Output all the data exactly. Pictures do not belong in the copy.

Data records
-=-=-

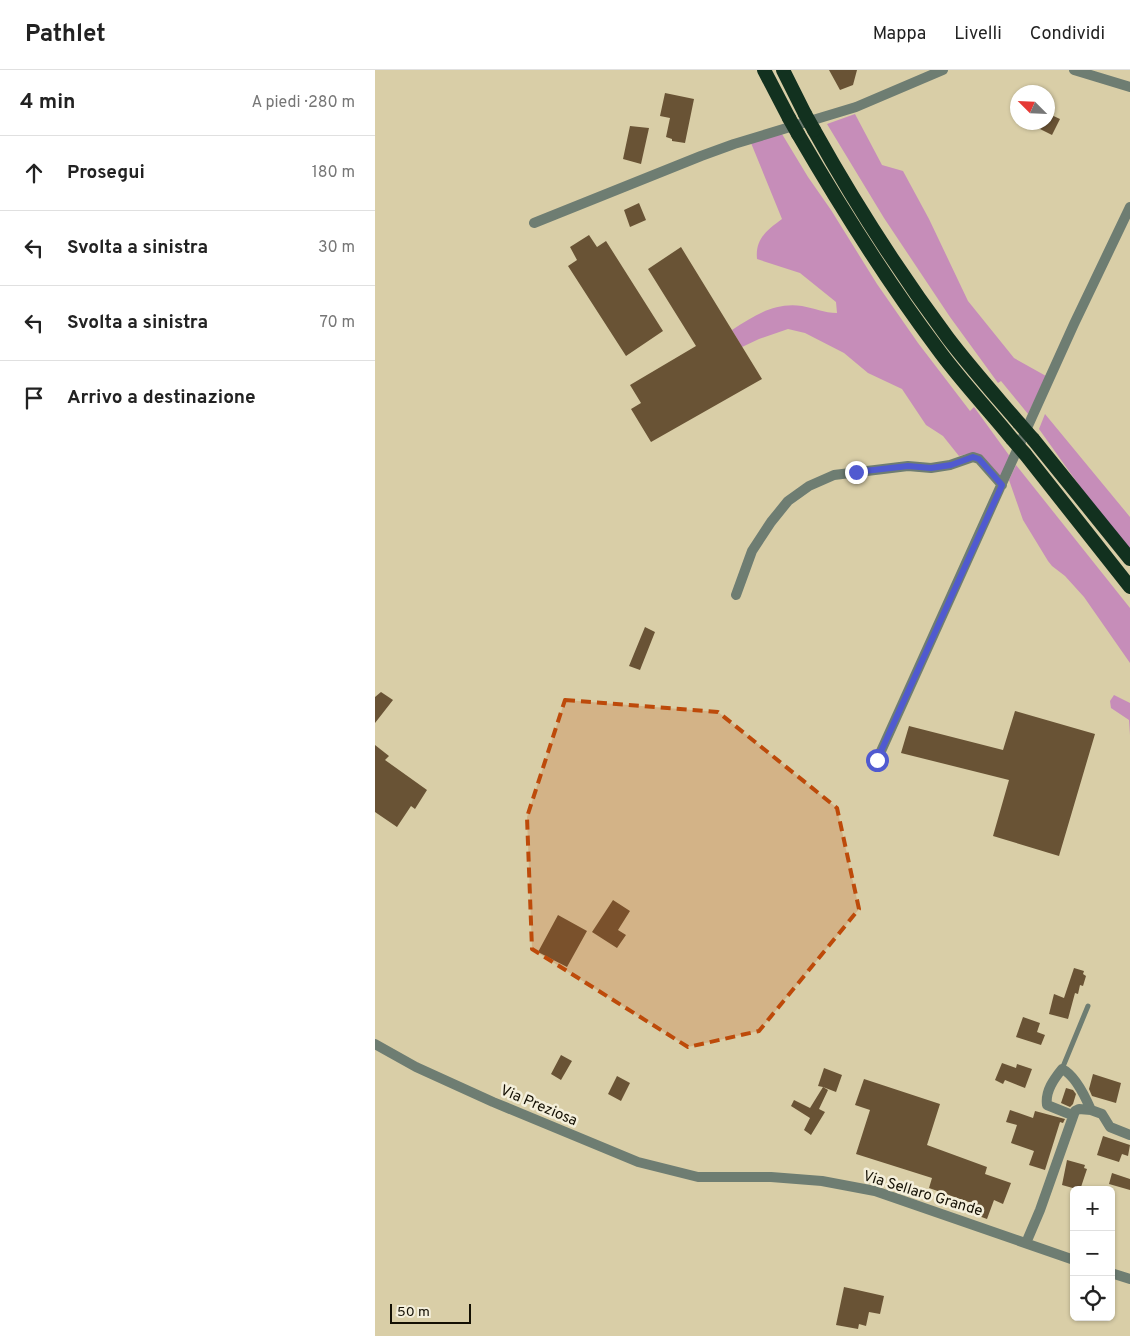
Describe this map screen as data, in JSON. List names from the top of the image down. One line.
{"streets":{"street":["Via Preziosa","Via Sellaro Grande"]},"crossings":[["Via Preziosa","Via Sellaro Grande"]],"scale_bar":"50 m","north":"top left","page":{"header":"Pathlet","nav":["Mappa","Livelli","Condividi"],"heading":["4 min","A piedi · 280 m"],"list":[["Prosegui","180 m"],["Svolta a sinistra","30 m"],["Svolta a sinistra","70 m"],"Arrivo a destinazione"],"map_buttons":["+","−"],"scale":"50 m"}}
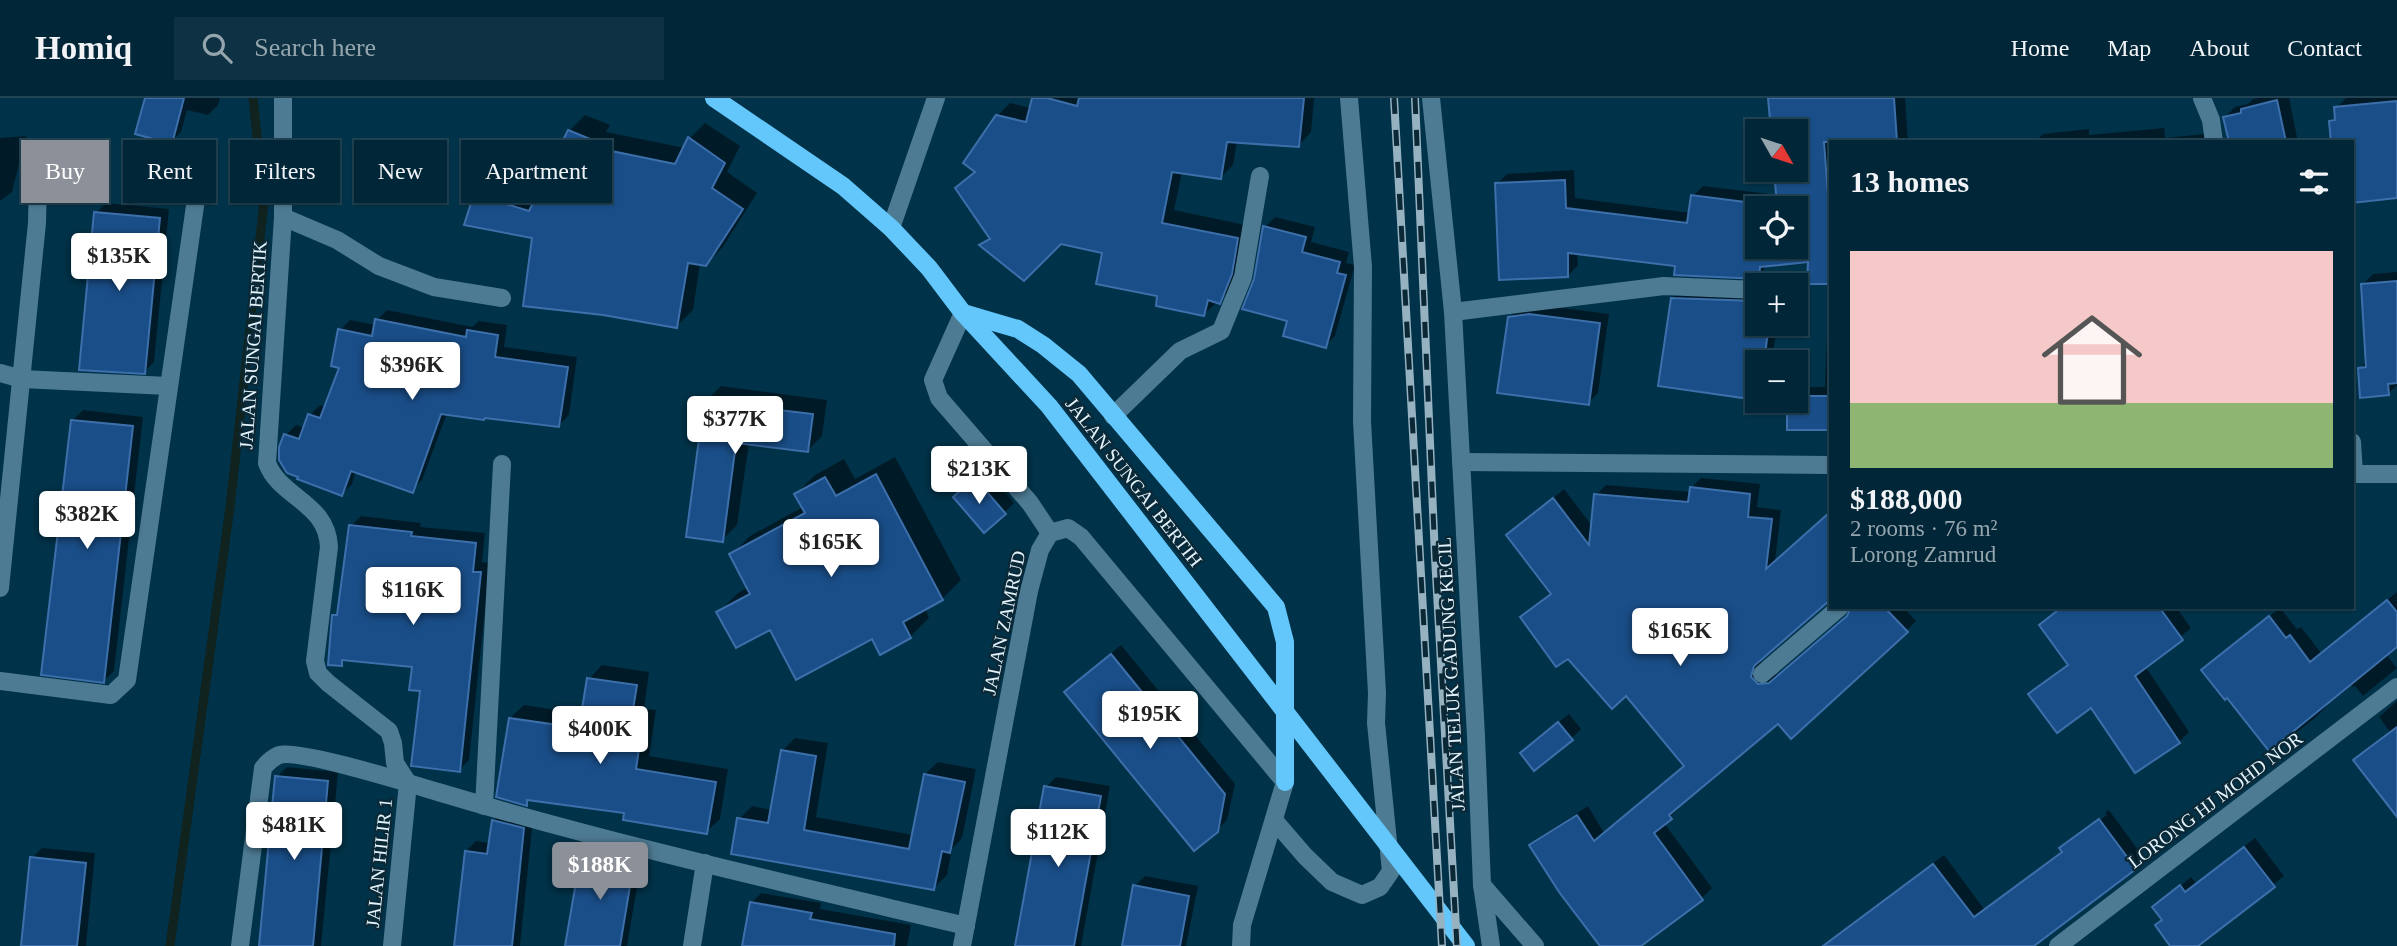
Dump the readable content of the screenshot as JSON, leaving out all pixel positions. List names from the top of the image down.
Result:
{
  "streets": {
    "main road": ["JALAN SUNGAI BERTIH"],
    "street": [
      "JALAN SUNGAI BERTIK",
      "JALAN ZAMRUD",
      "JALAN TELUK GADUNG KECIL",
      "LORONG HJ MOHD NOR",
      "JALAN HILIR 1"
    ]
  },
  "crossings": [
    ["JALAN SUNGAI BERTIK", "JALAN HILIR 1"]
  ],
  "north": "bottom right",
  "page": {
    "header": "Homiq",
    "search": "Search here",
    "nav": [
      "Home",
      "Map",
      "About",
      "Contact"
    ],
    "map_buttons": ["+", "−"],
    "chip": [
      "Buy",
      "Rent",
      "Filters",
      "New",
      "Apartment"
    ],
    "heading": "13 homes",
    "list": [
      {
        "name": "$188,000",
        "note": "2 rooms · 76 m² · Lorong Zamrud"
      }
    ],
    "price": [
      "$135K",
      "$396K",
      "$377K",
      "$213K",
      "$382K",
      "$165K",
      "$116K",
      "$165K",
      "$195K",
      "$400K",
      "$481K",
      "$112K",
      "$188K"
    ]
  }
}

-=-=-

-- Task output --
Describe this map screen as data, in JSON. List names from the top of the image down. One line.
{"streets":{"street":["Via Preziosa","Via Sellaro Grande"]},"crossings":[["Via Preziosa","Via Sellaro Grande"]],"scale_bar":"50 m","north":"top left","page":{"header":"Pathlet","nav":["Mappa","Livelli","Condividi"],"heading":["4 min","A piedi · 280 m"],"list":[["Prosegui","180 m"],["Svolta a sinistra","30 m"],["Svolta a sinistra","70 m"],"Arrivo a destinazione"],"map_buttons":["+","−"],"scale":"50 m"}}
Dump the readable content of the screenshot as JSON, leaving out all pixel positions. List names from the top of the image down.
Result:
{
  "streets": {
    "main road": ["JALAN SUNGAI BERTIH"],
    "street": [
      "JALAN SUNGAI BERTIK",
      "JALAN ZAMRUD",
      "JALAN TELUK GADUNG KECIL",
      "LORONG HJ MOHD NOR",
      "JALAN HILIR 1"
    ]
  },
  "crossings": [
    ["JALAN SUNGAI BERTIK", "JALAN HILIR 1"]
  ],
  "north": "bottom right",
  "page": {
    "header": "Homiq",
    "search": "Search here",
    "nav": [
      "Home",
      "Map",
      "About",
      "Contact"
    ],
    "map_buttons": ["+", "−"],
    "chip": [
      "Buy",
      "Rent",
      "Filters",
      "New",
      "Apartment"
    ],
    "heading": "13 homes",
    "list": [
      {
        "name": "$188,000",
        "note": "2 rooms · 76 m² · Lorong Zamrud"
      }
    ],
    "price": [
      "$135K",
      "$396K",
      "$377K",
      "$213K",
      "$382K",
      "$165K",
      "$116K",
      "$165K",
      "$195K",
      "$400K",
      "$481K",
      "$112K",
      "$188K"
    ]
  }
}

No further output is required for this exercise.